Vodafone GmbH contributed its shares
in Vantage Towers by way of a capital increase against new JV
shares, while the Consortium agreed to acquire shares in the JV for
cash. Vodafone GmbH and the Investor also agreed that the JV would
make a voluntary takeover offer for the listed Vantage Towers
shares held by minority shareholders.
Vodafone GmbH gave customary
warranties for a transaction of this nature, including as to
capacity and title.
On 23 March 2023, Vodafone GmbH, the
Investor and Oak Holdings 1 GmbH (the JV) entered into a
shareholders' agreement relating to the JV. Rights to appoint
directors to the management board and to appoint members to the
shareholders' committee are tied to the percentage of shares each
of Vodafone GmbH and the Investor holds in the JV. Vodafone GmbH
and the Consortium agreed to a lock-up period of 3 years
post-closing of the transaction, after which each shareholder will
be able to initiate a full or partial sale of its shareholding in
the JV, subject to a right of first offer in favour of the other
shareholder.
The investment agreement and the
shareholders' agreement are governed by the laws of
Germany.
4. Emirates Telecommunications
relationship agreement
On 11 May 2023, Vodafone entered
into a relationship agreement with Emirates Telecommunications
Group Company PJSC ("e&"). Under the terms of the agreement,
subject to relevant regulatory approvals, for so long as e& and
its wholly-owned subsidiaries beneficially own (a) at least 14.6%
of Vodafone's outstanding ordinary shares, e& is entitled to
nominate the e& group CEO to be appointed to the Vodafone Group
Plc board as a non-executive director; and (b) at least 20% of
Vodafone's outstanding ordinary shares, e& will be entitled to
nominate a further independent individual to the Vodafone Group Plc
board as a non-executive director. The e& directors are subject
to annual re-election by Vodafone's shareholders.
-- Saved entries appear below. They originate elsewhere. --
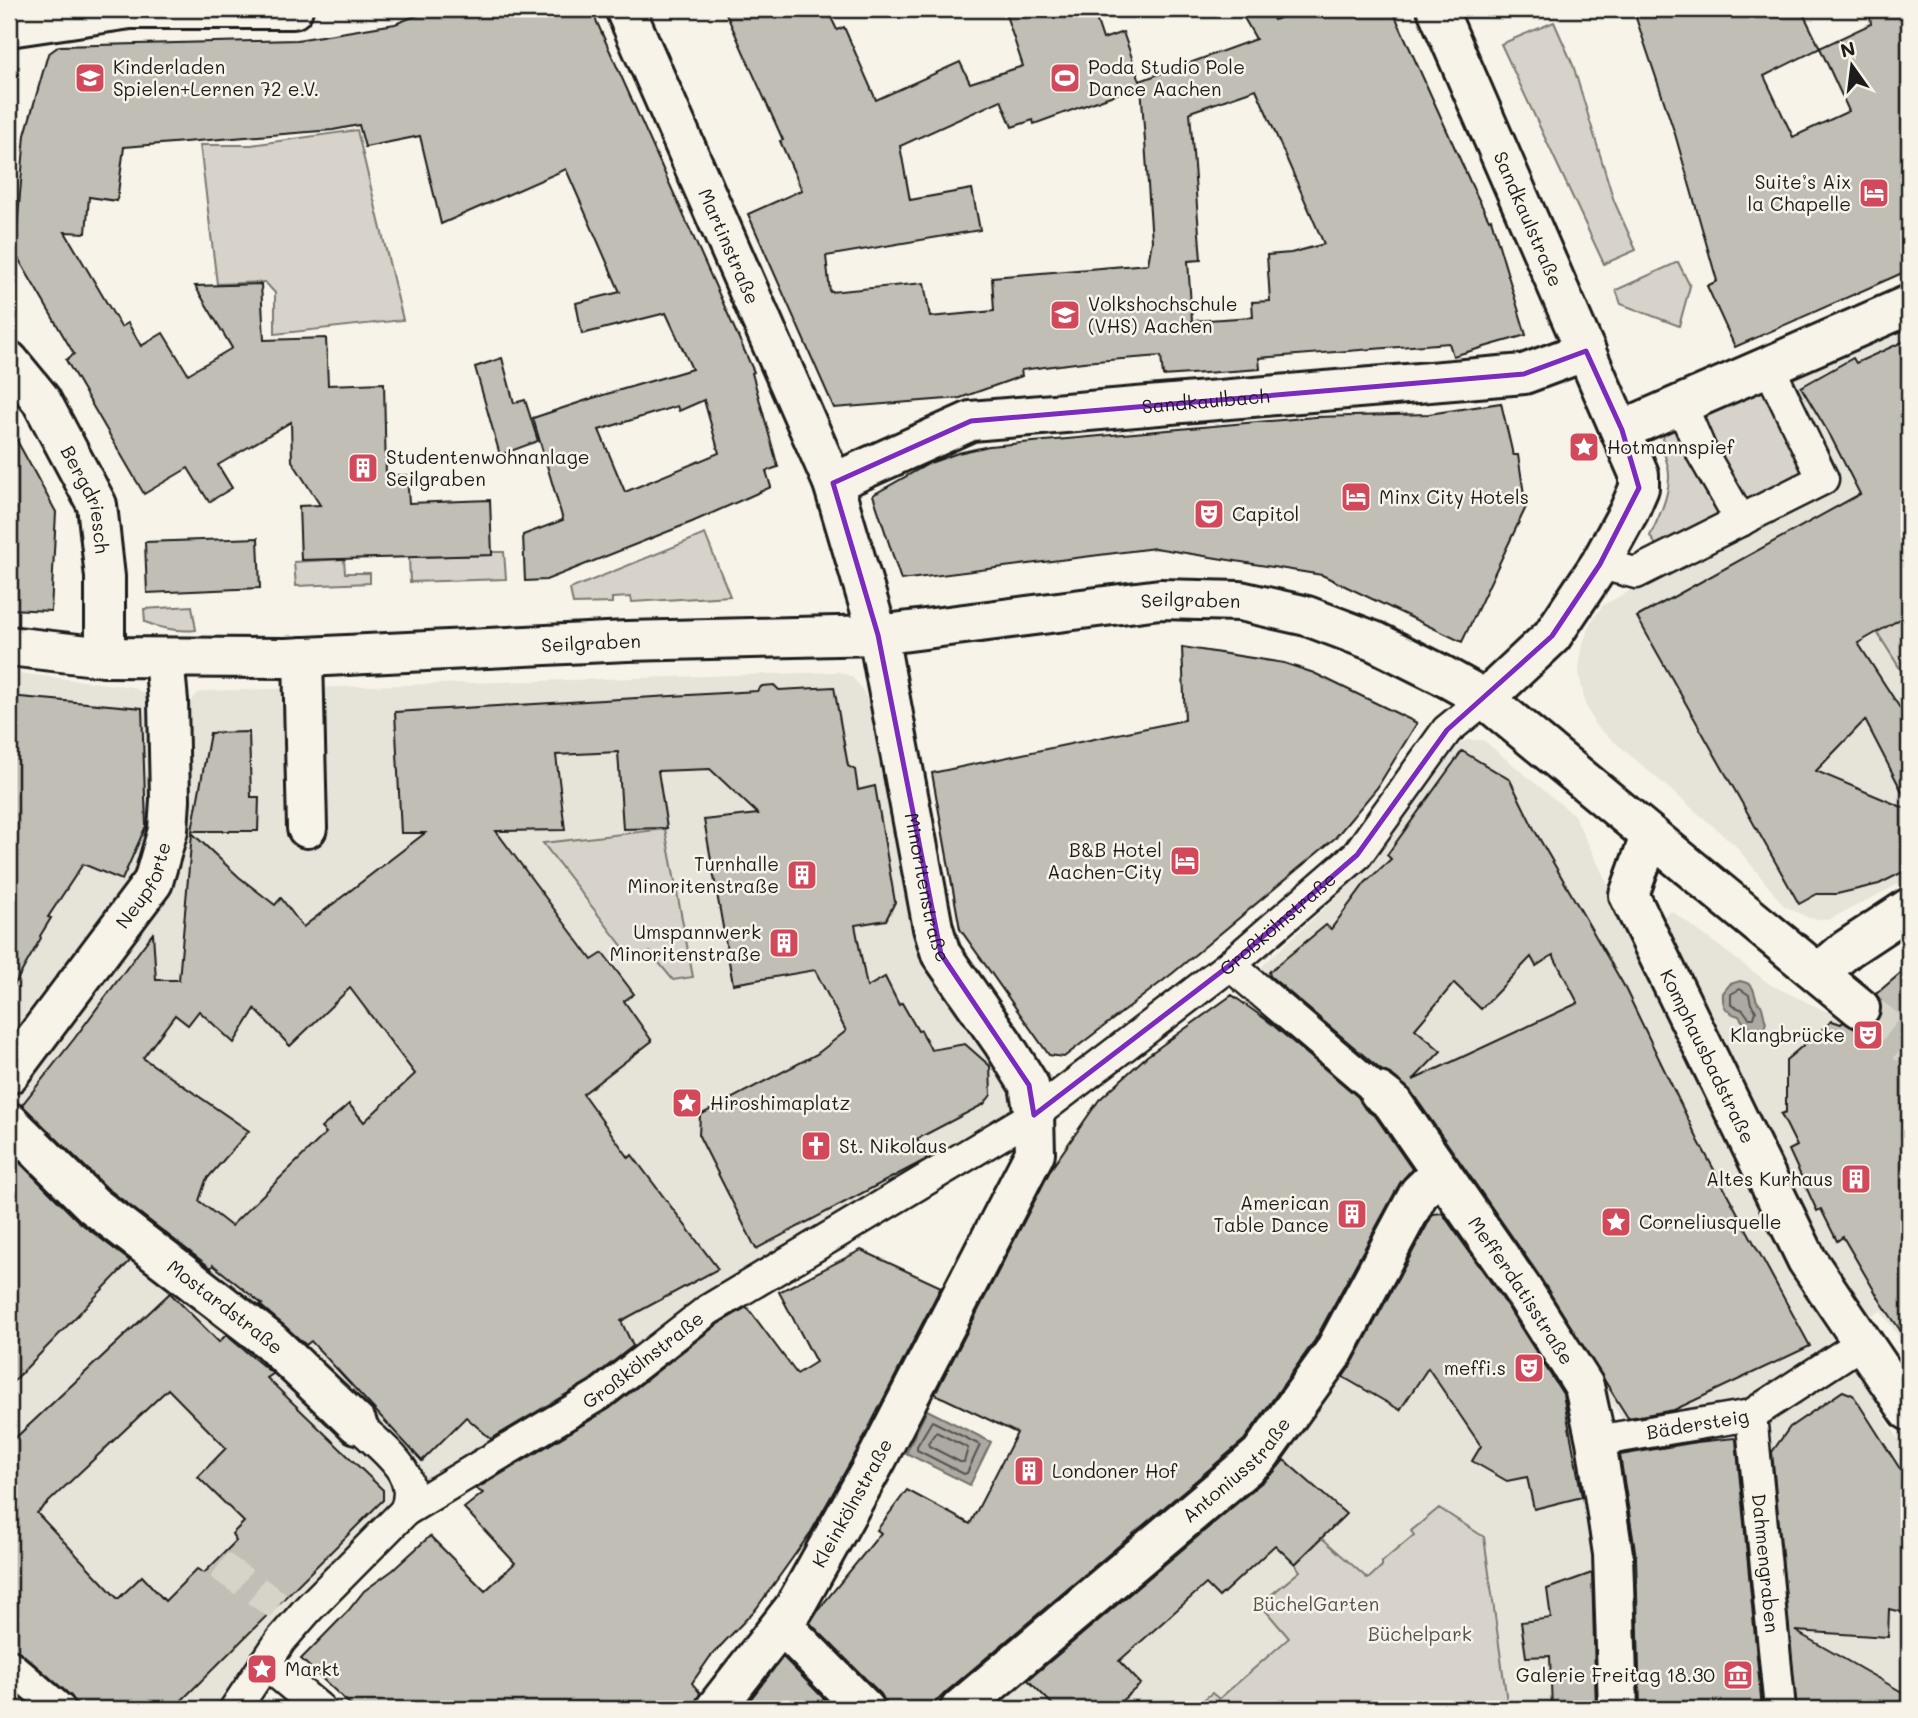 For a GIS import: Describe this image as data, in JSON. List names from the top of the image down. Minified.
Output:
{"streets":{"street":["Sandkaulstraße","Martinstraße","Sandkaulbach","Bergdriesch","Seilgraben","Neupforte","Minoritenstraße","Großkölnstraße","Komphausbadstraße","Mefferdatisstraße","Mostardstraße","Bädersteig","Antoniusstraße","Kleinkölnstraße","Dahmengraben"]},"crossings":[["Sandkaulstraße","Sandkaulbach"],["Sandkaulstraße","Seilgraben"],["Sandkaulstraße","Großkölnstraße"],["Martinstraße","Sandkaulbach"],["Bergdriesch","Seilgraben"],["Seilgraben","Neupforte"],["Seilgraben","Minoritenstraße"],["Seilgraben","Großkölnstraße"],["Minoritenstraße","Großkölnstraße"],["Minoritenstraße","Kleinkölnstraße"],["Großkölnstraße","Mefferdatisstraße"],["Großkölnstraße","Mostardstraße"],["Großkölnstraße","Kleinkölnstraße"],["Komphausbadstraße","Bädersteig"],["Mefferdatisstraße","Bädersteig"],["Mefferdatisstraße","Antoniusstraße"],["Bädersteig","Dahmengraben"]],"parks":["BüchelGarten","Büchelpark"],"places":{"school or university":["Kinderladen Spielen+Lernen 72 e.V.","Volkshochschule (VHS) Aachen"],"sports":["Poda Studio Pole Dance Aachen"],"hotel":["Suite’s Aix la Chapelle","Minx City Hotels","B&B Hotel Aachen-City"],"place":["Hotmannspief","Hiroshimaplatz","Corneliusquelle","Markt"],"building":["Studentenwohnanlage Seilgraben","Turnhalle Minoritenstraße","Umspannwerk Minoritenstraße","Altes Kurhaus","American Table Dance","Londoner Hof"],"theatre":["Capitol","Klangbrücke","meffi.s"],"church":["St. Nikolaus"],"museum":["Galerie Freitag 18.30"]},"north":"top"} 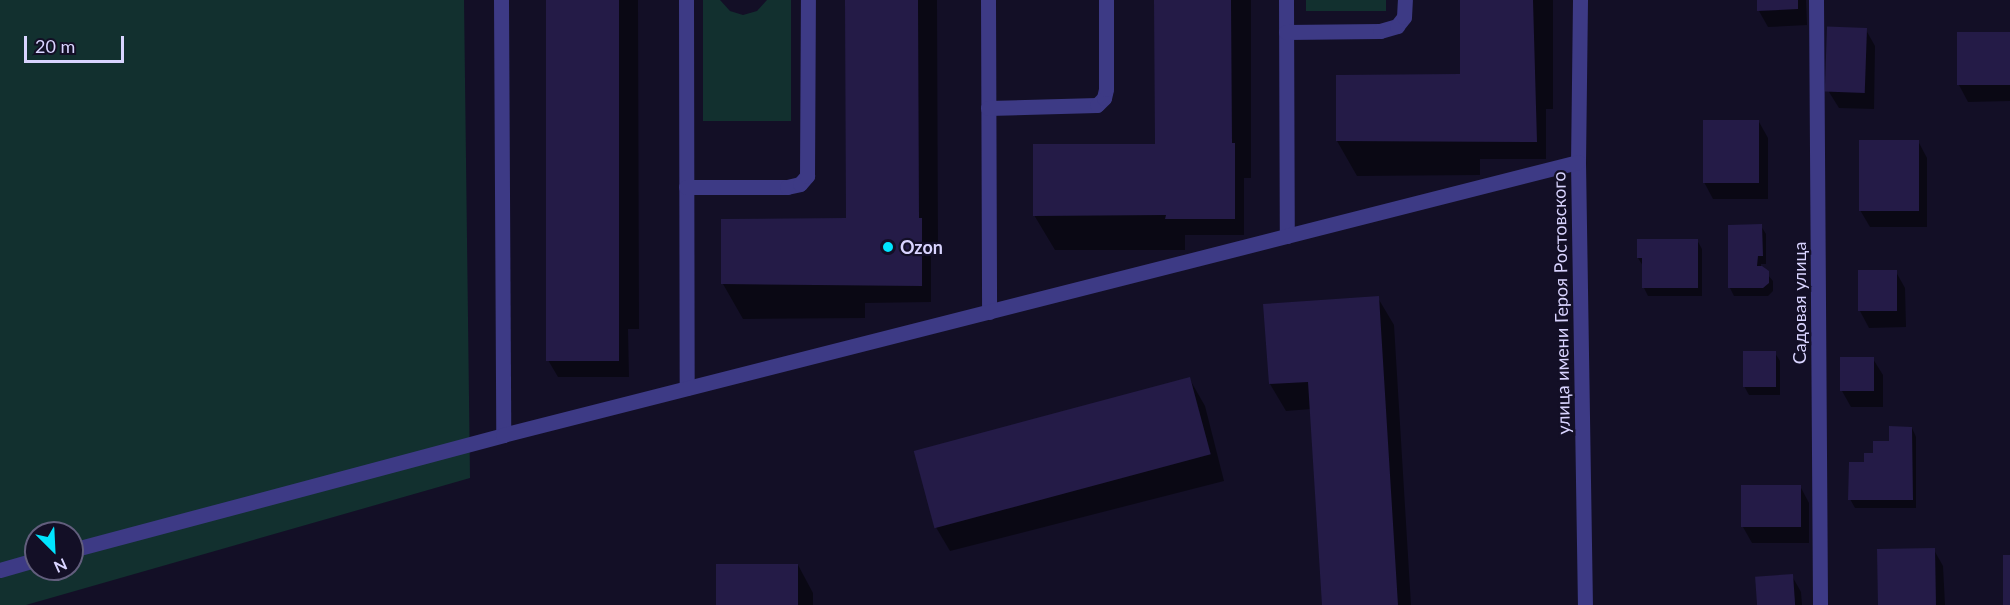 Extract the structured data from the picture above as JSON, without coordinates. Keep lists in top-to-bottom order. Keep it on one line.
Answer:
{"streets":{"street":["улица имени Героя Ростовского","Садовая улица"]},"places":["Ozon"],"scale_bar":"20 m","north":"bottom right"} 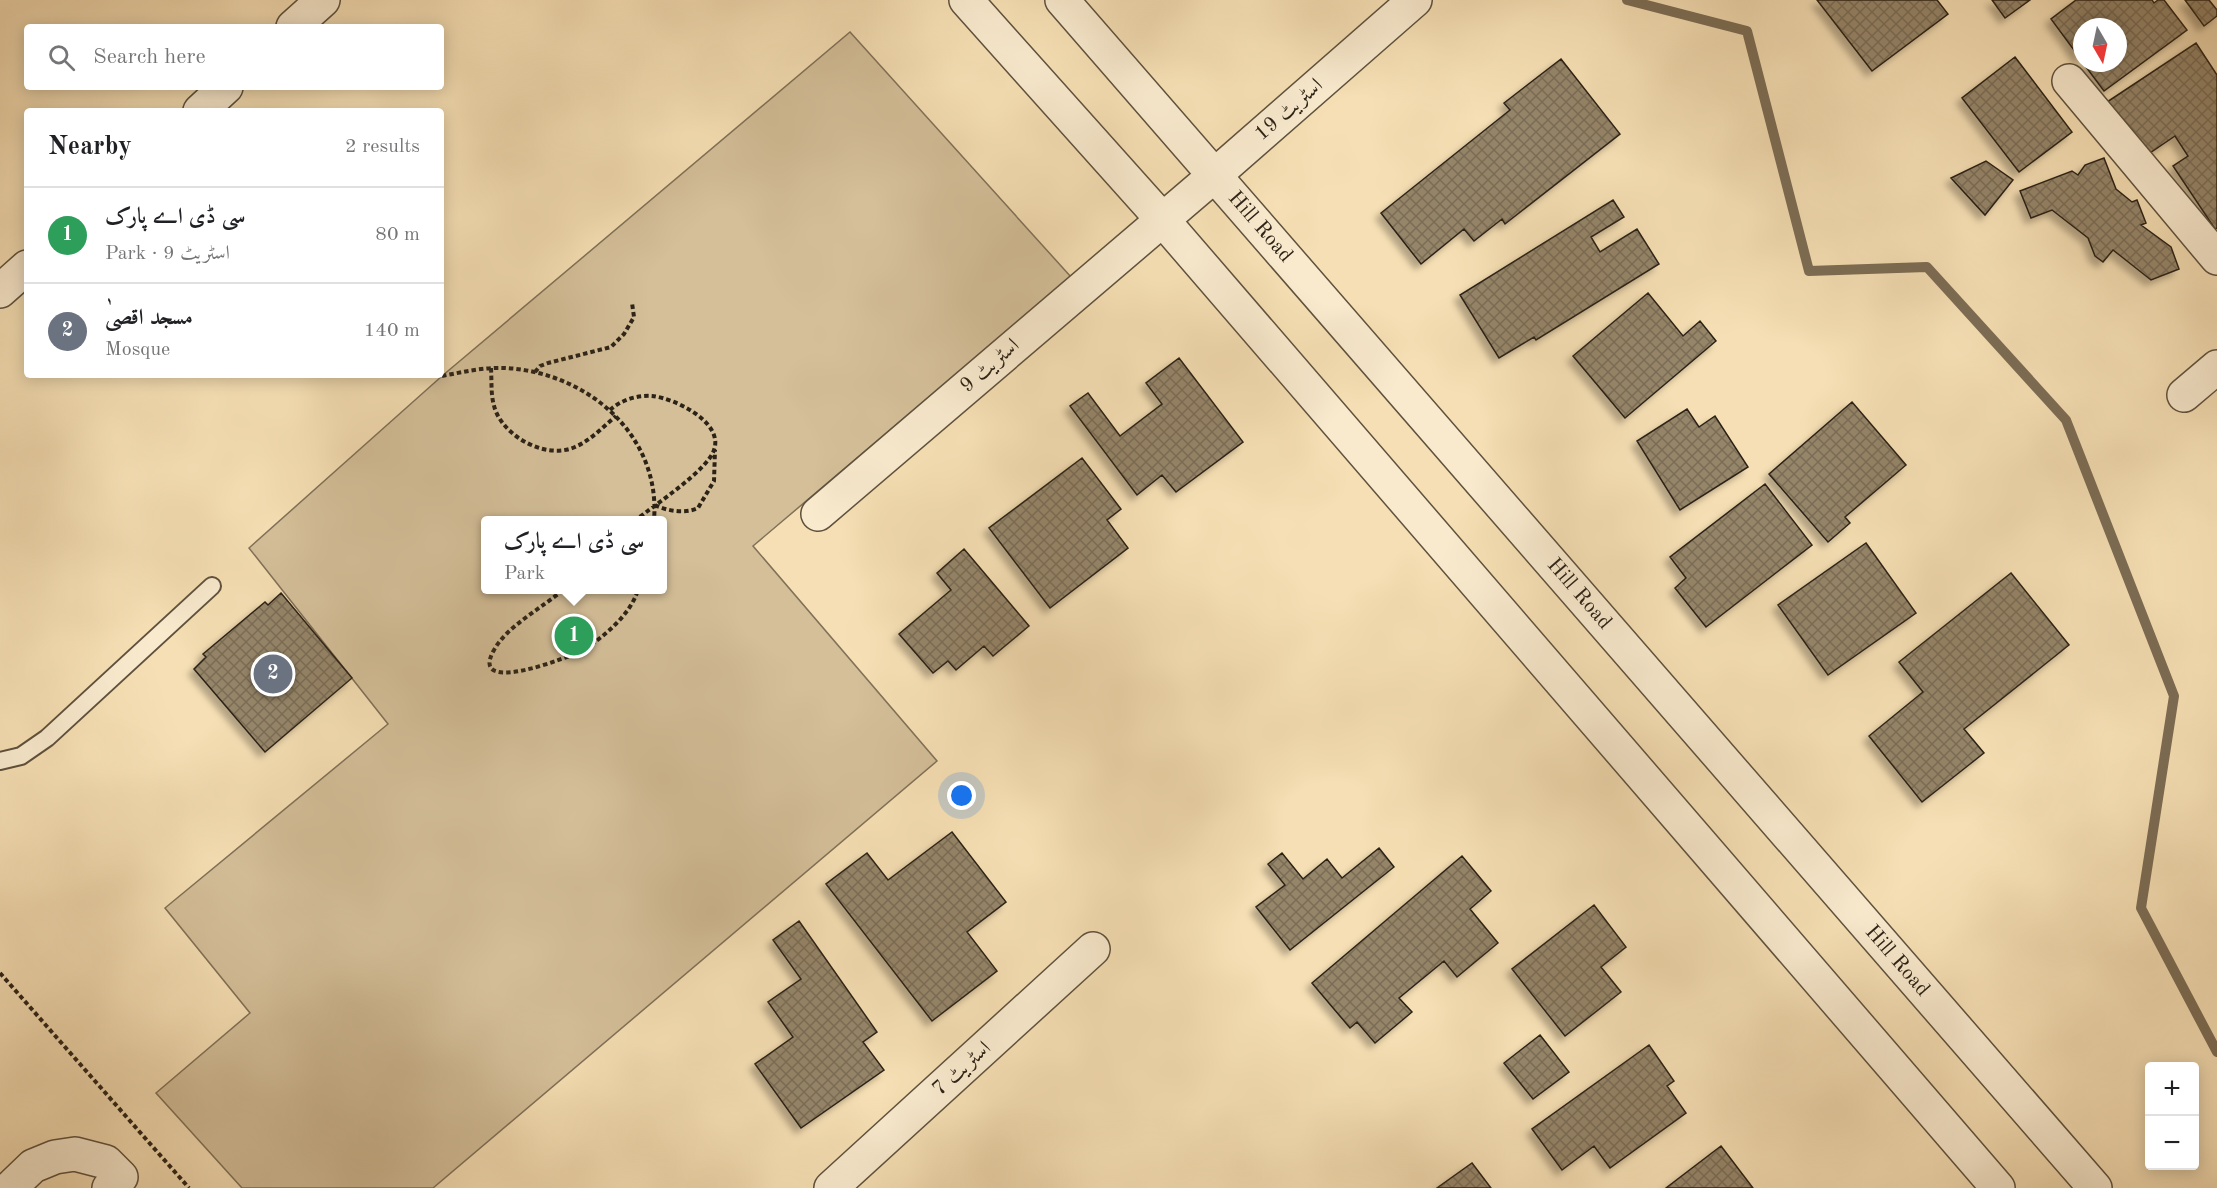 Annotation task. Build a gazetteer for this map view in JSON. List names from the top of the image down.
{
  "streets": {
    "street": [
      "اسٹریٹ 19",
      "Hill Road",
      "اسٹریٹ 9",
      "اسٹریٹ 7"
    ]
  },
  "crossings": [
    ["اسٹریٹ 19", "Hill Road"],
    ["اسٹریٹ 19", "اسٹریٹ 9"]
  ],
  "north": "bottom",
  "page": {
    "search": "Search here",
    "heading": ["Nearby", "2 results"],
    "list": [
      {
        "mark": "1",
        "name": "سی ڈی اے پارک",
        "note": "Park · اسٹریٹ 9",
        "value": "80 m"
      },
      {
        "mark": "2",
        "name": "مسجد اقصیٰ",
        "note": "Mosque",
        "value": "140 m"
      }
    ],
    "popup": ["سی ڈی اے پارک", "Park"],
    "pins": ["1", "2"],
    "map_buttons": ["+", "−"]
  }
}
The relationship agreement also sets
out terms for the ongoing relationship between e& and Vodafone
in respect of communications, corporate actions and
voting.
Under the terms of the agreement,
e& is subject to a two-year lock-up period and a standstill for
the duration of the agreement (subject to customary carve-outs and
certain permitted actions).
The e& relationship is governed
by English law.
5. Vodafone UK and Three UK contribution
agreement
On 14 June 2023, Vodafone, Brilliant
Design (BVI) Limited (formerly known as Brilliant Design Limited),
CK Hutchison Group Telecom Holdings Limited ("CKHGT"), CK Hutchison
Holdings Limited, Vodafone International Operations Limited and
Vodafone UK Trading Holdings Limited entered into a contribution
agreement under which Vodafone and CKHGT, a wholly owned subsidiary
of CK Hutchison Holdings Limited, agreed to combine their
respective UK businesses, Vodafone UK and Three UK.
Vodafone will have a 51.0% interest
in the combined business ("MergeCo"), with CKHGT holding the
remaining 49.0%.
No cash consideration will be paid
under the agreement, with Vodafone UK and Three UK contributing
differential debt amounts at completion of the transaction to
achieve MergeCo ownership of 51:49. Vodafone UK will be contributed
with £4.3 billion debt and Three UK with £1.7 billion debt, subject
to customary completion adjustments.
Vodafone Group Services Limited, a
wholly-owned subsidiary of Vodafone, has agreed to provide certain
business, technology, IT and corporate function services to MergeCo
and its subsidiaries in the ordinary and usual course of business
in consideration for service charges.
Under the terms of the agreement,
Vodafone International Operations Limited provided certain
customary indemnities for a transaction of this nature to MergeCo
in respect of pre-completion liabilities and liabilities resulting
from pre-completion actions in respect of Vodafone UK. Vodafone
International Operations Limited also gave customary warranties for
a transaction of this nature, including as to capacity and title
and MergeCo also received customary indemnities and warranties from
Brilliant Design (BVI) Limited.
The transaction is subject to
anti-trust and regulatory clearances. As at the date of this
announcement, the transaction has received clearances under the
NSIA Act in the UK, the EU Merger Regulation and from the UK's
Competition and Markets Authority (the "CMA") (subject to legally
binding commitments relating to network investment, retail pricing
and wholesale pricing and contract terms), the Egyptian Competition
Authority and approval by CKHGT's shareholders.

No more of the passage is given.